WHAT YOU HAVE TO DO ▸ Count the lines in the data below holding the string "speed" and write the total by itself.

-- INPUT follows --

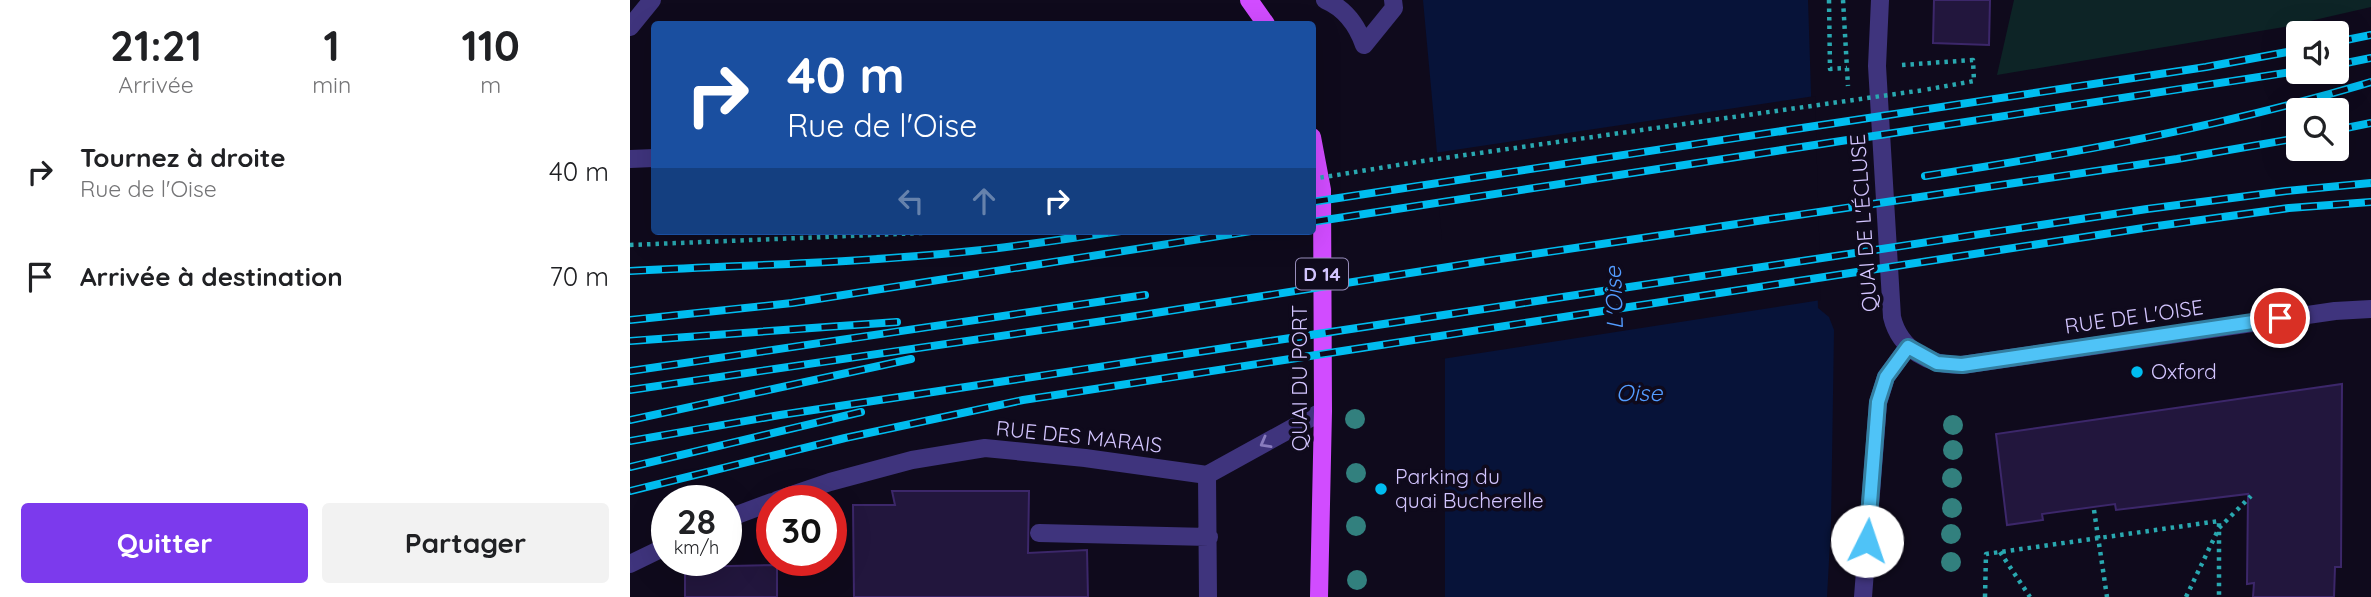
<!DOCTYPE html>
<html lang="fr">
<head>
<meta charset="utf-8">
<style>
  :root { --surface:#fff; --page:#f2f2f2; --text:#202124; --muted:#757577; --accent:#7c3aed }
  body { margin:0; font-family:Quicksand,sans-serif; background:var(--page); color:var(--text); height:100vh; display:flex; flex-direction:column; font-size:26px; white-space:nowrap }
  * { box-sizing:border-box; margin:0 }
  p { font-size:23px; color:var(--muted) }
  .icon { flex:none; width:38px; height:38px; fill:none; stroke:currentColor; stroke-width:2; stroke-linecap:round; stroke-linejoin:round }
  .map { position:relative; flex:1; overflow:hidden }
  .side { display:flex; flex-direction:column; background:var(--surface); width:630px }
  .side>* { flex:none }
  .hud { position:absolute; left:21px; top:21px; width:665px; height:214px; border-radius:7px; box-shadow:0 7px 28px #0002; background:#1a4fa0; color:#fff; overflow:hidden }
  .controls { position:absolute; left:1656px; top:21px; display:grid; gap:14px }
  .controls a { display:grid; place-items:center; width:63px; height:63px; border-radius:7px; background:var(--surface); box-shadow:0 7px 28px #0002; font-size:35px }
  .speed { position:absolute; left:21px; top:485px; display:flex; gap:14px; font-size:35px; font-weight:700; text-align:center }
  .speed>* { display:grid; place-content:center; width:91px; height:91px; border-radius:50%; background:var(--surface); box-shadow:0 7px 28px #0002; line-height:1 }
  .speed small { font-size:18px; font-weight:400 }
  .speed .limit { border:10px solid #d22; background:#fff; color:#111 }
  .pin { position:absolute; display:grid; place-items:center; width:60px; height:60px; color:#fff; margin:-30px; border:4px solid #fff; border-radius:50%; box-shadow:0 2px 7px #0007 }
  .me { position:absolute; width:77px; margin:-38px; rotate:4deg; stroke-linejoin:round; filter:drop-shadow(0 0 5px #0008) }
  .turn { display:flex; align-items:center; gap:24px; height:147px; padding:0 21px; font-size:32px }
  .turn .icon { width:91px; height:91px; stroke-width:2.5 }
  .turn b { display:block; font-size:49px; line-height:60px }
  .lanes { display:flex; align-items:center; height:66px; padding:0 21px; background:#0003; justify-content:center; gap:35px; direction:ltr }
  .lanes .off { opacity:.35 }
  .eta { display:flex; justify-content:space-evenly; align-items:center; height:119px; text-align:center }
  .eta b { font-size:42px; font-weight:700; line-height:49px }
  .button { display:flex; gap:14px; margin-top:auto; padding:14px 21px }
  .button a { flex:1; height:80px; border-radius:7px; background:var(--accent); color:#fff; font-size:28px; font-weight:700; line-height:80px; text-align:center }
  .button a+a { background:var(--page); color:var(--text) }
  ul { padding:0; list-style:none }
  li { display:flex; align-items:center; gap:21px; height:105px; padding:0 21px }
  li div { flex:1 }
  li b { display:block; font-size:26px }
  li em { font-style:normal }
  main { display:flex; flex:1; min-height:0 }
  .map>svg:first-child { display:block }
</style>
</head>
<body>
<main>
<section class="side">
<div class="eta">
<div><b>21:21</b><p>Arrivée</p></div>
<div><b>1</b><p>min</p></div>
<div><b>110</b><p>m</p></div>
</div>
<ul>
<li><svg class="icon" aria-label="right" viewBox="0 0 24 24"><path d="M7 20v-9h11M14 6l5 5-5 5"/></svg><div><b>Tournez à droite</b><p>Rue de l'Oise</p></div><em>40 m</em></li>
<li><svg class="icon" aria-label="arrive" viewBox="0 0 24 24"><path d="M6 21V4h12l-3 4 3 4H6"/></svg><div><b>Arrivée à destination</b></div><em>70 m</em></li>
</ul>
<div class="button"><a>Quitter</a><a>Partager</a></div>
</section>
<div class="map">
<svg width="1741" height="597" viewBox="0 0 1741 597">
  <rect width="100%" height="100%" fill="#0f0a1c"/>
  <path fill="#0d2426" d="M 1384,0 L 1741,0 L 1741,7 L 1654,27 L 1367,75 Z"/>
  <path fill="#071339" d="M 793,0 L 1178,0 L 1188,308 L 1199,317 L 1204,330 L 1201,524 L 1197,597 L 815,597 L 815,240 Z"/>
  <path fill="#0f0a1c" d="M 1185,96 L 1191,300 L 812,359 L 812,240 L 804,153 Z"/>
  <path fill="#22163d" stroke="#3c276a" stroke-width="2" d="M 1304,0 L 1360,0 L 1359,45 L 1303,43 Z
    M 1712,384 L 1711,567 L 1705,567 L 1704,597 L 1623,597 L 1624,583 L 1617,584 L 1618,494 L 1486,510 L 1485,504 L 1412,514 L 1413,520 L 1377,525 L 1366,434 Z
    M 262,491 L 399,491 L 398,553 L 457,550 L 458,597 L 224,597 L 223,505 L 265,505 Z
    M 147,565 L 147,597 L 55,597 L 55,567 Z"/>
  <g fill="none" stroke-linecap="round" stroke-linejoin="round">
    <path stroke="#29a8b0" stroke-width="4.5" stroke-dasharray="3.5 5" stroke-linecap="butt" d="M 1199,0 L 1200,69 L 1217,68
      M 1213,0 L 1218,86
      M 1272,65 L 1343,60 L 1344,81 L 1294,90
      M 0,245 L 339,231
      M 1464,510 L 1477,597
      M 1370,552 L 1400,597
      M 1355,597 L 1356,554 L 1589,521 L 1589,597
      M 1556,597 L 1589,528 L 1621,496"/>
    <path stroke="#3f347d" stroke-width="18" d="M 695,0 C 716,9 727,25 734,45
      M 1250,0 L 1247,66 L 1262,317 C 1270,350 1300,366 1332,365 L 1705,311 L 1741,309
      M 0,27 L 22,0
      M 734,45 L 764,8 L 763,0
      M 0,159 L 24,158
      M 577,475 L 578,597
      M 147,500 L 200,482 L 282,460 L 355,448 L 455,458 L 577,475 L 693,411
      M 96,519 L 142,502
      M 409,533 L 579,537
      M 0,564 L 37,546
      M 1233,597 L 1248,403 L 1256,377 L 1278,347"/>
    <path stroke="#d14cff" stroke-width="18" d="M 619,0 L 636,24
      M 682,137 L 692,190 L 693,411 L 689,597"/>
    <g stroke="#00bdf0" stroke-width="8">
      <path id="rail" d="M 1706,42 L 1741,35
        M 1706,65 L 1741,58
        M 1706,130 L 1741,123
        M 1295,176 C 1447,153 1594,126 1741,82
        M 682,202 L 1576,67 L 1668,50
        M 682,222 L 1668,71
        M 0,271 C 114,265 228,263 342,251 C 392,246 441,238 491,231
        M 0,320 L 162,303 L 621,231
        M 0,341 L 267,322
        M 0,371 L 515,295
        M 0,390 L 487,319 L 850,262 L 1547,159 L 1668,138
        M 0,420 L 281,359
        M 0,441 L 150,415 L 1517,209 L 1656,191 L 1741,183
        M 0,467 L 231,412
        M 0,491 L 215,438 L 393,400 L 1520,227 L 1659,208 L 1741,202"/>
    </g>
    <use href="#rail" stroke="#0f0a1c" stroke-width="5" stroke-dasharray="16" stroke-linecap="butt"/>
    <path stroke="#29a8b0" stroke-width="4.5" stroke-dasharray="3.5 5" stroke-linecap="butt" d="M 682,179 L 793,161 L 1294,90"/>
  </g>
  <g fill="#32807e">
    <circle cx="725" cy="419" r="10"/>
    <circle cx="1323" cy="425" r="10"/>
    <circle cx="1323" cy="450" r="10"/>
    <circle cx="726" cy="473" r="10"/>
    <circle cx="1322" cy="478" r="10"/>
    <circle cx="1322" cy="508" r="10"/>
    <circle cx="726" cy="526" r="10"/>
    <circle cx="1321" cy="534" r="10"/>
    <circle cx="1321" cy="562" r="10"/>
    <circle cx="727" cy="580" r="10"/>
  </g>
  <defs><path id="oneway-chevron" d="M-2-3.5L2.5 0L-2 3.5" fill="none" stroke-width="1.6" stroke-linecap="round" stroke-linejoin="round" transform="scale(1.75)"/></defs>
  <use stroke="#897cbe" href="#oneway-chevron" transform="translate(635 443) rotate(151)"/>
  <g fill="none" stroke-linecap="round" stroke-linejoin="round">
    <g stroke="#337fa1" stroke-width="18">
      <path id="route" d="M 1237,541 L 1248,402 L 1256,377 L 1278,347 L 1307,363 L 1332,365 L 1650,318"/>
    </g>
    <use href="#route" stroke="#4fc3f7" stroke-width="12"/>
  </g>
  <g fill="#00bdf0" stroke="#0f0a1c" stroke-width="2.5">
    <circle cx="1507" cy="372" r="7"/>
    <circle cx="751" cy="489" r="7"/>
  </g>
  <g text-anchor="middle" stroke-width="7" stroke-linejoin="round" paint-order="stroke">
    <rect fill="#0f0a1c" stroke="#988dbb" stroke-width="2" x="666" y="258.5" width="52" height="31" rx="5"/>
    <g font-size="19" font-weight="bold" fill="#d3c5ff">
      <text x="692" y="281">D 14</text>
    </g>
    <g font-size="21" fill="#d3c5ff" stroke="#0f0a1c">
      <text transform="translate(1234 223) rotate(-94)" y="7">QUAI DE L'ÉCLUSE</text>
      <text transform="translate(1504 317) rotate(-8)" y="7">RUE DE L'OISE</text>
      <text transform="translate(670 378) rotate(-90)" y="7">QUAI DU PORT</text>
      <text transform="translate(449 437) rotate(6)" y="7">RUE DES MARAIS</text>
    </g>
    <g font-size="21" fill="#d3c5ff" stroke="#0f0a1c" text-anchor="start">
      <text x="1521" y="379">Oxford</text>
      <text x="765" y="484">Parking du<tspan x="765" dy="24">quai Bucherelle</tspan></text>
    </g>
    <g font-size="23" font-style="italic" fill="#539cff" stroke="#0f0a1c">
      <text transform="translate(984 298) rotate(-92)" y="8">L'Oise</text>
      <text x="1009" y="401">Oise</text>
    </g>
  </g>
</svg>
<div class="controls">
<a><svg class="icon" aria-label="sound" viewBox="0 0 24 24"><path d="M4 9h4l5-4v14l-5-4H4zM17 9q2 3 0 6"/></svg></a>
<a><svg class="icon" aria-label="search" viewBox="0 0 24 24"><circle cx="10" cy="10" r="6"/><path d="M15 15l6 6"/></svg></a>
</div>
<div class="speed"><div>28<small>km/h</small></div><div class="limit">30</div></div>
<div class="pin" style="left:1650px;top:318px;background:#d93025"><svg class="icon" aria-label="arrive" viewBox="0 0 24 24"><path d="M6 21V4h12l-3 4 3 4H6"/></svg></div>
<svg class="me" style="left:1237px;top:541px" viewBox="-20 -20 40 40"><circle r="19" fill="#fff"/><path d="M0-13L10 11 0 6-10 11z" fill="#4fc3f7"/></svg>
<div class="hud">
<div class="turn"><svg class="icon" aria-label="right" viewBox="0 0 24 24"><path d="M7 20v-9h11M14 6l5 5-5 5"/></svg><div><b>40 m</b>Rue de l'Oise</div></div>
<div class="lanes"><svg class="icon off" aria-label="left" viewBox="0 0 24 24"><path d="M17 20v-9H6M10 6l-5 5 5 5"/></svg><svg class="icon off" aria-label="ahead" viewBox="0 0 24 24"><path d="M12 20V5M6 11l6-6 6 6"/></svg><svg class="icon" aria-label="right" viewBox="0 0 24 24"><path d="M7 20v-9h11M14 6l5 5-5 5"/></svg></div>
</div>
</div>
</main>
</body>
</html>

-- INPUT concluded --
-- INPUT follows --

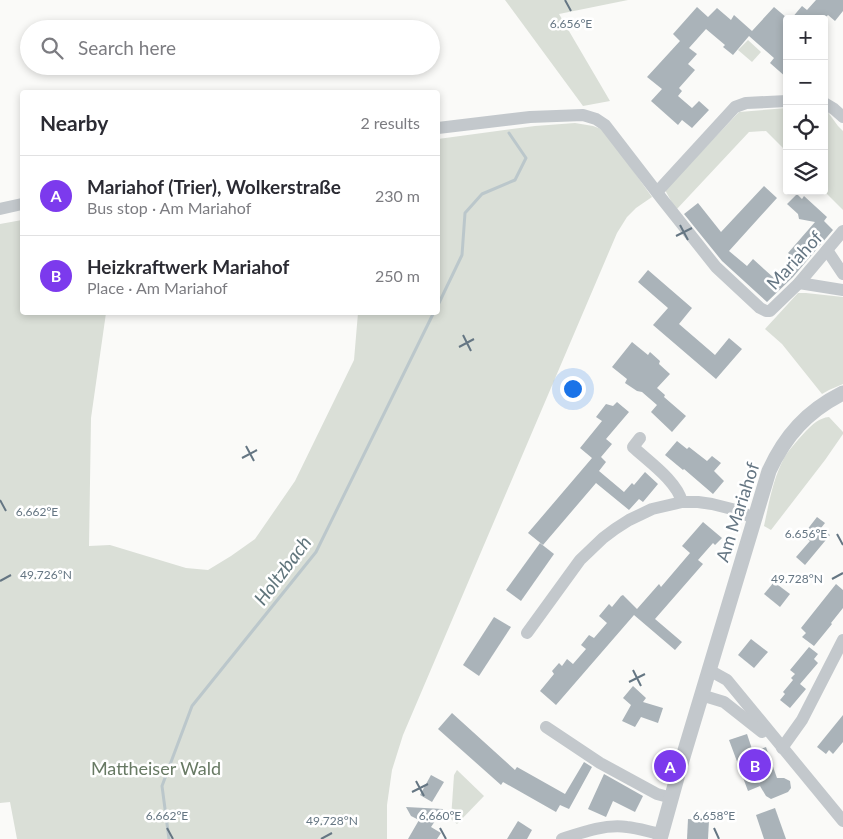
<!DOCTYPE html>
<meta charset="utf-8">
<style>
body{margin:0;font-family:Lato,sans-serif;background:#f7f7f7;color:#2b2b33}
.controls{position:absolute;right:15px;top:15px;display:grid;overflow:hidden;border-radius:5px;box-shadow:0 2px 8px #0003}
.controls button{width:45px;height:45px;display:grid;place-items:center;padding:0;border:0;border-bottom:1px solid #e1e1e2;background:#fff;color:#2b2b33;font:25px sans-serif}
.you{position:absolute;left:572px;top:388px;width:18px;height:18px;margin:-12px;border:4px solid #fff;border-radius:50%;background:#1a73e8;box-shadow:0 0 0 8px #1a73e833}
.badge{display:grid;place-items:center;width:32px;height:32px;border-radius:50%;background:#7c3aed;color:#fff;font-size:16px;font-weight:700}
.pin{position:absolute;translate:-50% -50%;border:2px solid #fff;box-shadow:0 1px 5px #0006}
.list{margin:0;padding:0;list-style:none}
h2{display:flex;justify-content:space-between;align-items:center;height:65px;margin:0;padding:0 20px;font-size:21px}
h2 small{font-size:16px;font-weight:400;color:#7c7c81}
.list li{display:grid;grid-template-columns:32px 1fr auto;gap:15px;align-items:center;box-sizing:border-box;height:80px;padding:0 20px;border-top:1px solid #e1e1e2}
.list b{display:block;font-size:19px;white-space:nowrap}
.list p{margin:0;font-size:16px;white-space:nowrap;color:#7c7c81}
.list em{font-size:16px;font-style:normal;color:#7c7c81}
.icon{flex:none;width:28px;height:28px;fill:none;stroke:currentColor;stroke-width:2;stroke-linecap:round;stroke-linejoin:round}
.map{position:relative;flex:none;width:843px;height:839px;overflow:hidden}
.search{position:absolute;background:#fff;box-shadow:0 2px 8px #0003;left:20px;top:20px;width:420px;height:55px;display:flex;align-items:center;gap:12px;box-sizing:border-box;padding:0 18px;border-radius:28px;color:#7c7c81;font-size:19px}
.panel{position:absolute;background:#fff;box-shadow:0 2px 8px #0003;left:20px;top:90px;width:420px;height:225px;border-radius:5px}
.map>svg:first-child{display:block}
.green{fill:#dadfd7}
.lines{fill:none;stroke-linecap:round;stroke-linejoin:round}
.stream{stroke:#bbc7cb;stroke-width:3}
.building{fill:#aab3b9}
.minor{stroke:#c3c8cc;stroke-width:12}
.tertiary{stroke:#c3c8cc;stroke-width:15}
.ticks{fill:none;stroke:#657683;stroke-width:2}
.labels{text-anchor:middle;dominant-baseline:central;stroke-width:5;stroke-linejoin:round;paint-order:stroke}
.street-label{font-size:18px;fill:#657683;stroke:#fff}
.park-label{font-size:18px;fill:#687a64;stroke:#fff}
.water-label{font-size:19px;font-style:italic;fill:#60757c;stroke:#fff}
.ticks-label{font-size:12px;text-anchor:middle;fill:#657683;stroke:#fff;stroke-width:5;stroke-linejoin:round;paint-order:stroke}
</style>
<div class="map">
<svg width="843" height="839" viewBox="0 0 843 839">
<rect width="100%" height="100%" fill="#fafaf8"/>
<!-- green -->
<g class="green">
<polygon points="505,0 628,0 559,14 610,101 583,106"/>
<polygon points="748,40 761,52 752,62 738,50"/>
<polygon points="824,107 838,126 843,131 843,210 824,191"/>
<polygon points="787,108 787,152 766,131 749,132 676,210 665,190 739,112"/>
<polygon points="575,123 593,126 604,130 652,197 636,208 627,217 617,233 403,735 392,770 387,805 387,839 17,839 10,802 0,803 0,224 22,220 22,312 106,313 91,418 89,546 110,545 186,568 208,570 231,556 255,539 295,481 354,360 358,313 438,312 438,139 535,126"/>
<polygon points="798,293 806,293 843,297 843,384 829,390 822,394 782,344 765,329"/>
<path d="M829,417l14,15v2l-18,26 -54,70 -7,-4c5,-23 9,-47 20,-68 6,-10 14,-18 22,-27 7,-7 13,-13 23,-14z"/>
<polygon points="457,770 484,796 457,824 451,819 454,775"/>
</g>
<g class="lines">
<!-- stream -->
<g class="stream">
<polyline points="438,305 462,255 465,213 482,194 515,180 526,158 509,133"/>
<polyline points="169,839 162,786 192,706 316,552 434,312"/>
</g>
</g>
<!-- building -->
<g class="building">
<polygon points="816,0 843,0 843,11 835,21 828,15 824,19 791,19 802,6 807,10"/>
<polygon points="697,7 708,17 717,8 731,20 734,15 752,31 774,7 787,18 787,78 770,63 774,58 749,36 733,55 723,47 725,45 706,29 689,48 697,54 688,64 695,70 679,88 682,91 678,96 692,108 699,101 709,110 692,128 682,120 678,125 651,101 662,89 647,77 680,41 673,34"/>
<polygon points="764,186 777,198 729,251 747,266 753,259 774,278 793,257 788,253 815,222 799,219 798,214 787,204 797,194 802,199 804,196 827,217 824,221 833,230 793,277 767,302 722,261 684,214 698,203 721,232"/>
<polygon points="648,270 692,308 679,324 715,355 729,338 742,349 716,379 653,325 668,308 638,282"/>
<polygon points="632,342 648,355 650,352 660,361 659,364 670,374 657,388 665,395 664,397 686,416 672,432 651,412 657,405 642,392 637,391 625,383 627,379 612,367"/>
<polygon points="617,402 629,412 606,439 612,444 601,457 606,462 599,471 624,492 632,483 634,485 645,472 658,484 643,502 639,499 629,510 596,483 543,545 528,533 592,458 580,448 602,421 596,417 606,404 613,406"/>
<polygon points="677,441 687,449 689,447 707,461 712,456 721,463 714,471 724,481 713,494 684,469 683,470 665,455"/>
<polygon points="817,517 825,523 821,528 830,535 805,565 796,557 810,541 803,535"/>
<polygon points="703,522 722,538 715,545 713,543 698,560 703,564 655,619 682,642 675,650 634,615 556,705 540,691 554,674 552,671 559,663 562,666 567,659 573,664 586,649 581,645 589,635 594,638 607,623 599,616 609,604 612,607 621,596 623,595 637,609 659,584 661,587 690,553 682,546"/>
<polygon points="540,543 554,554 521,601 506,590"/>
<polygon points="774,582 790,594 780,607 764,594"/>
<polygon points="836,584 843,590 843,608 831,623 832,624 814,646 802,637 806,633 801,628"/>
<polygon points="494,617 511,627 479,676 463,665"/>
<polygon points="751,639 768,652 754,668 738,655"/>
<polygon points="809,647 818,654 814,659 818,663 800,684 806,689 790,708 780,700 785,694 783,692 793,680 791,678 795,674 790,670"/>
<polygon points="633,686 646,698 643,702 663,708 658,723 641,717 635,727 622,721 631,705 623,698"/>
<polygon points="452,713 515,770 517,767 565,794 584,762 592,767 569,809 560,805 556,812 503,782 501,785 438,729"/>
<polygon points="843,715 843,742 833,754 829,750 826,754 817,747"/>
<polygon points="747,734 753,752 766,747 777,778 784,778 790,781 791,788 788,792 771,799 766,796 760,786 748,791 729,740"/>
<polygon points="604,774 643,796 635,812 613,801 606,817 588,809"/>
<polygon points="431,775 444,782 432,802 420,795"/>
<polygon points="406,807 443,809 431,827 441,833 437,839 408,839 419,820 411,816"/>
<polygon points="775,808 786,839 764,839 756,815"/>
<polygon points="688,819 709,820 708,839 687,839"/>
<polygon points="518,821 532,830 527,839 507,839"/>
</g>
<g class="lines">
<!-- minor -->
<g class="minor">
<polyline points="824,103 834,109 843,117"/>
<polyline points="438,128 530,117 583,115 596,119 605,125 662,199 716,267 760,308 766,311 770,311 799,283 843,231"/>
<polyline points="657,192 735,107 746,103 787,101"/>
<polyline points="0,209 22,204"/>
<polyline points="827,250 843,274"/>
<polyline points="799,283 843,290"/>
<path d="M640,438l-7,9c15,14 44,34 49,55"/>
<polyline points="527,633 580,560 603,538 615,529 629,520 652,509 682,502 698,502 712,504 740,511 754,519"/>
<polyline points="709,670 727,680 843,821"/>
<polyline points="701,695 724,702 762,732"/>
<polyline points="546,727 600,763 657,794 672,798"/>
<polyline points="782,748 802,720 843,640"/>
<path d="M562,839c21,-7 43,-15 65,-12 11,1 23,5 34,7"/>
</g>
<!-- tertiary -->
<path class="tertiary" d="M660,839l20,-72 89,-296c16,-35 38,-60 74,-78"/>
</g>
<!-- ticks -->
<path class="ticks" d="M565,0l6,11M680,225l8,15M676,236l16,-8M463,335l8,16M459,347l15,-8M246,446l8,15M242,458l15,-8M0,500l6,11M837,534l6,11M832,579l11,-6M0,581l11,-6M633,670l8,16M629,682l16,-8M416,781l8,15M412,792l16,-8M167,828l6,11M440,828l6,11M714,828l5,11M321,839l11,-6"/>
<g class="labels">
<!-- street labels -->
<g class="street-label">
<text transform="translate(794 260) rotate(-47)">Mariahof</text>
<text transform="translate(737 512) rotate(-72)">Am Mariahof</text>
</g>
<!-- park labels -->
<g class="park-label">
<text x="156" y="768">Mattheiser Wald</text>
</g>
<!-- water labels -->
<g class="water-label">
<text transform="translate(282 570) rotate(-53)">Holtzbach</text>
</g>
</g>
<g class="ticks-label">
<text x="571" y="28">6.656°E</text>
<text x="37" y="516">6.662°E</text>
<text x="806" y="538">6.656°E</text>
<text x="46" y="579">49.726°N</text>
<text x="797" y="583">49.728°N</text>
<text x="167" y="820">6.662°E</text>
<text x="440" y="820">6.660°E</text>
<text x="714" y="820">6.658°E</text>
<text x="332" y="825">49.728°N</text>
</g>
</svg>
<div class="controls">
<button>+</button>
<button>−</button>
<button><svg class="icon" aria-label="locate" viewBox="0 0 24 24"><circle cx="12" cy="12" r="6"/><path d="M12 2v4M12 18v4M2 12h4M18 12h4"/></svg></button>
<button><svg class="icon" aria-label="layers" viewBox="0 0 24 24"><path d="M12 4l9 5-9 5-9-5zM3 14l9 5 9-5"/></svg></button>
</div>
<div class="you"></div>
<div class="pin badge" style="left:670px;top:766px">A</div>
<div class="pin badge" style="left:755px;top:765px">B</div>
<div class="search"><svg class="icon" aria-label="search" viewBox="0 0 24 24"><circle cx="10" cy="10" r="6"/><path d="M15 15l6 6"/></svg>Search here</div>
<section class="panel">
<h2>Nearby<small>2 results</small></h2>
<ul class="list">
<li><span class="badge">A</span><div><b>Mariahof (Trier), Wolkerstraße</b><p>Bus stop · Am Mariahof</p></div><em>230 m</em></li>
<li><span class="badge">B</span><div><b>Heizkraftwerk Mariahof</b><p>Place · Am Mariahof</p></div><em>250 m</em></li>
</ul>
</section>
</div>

-- INPUT concluded --

RESULT ▸ 5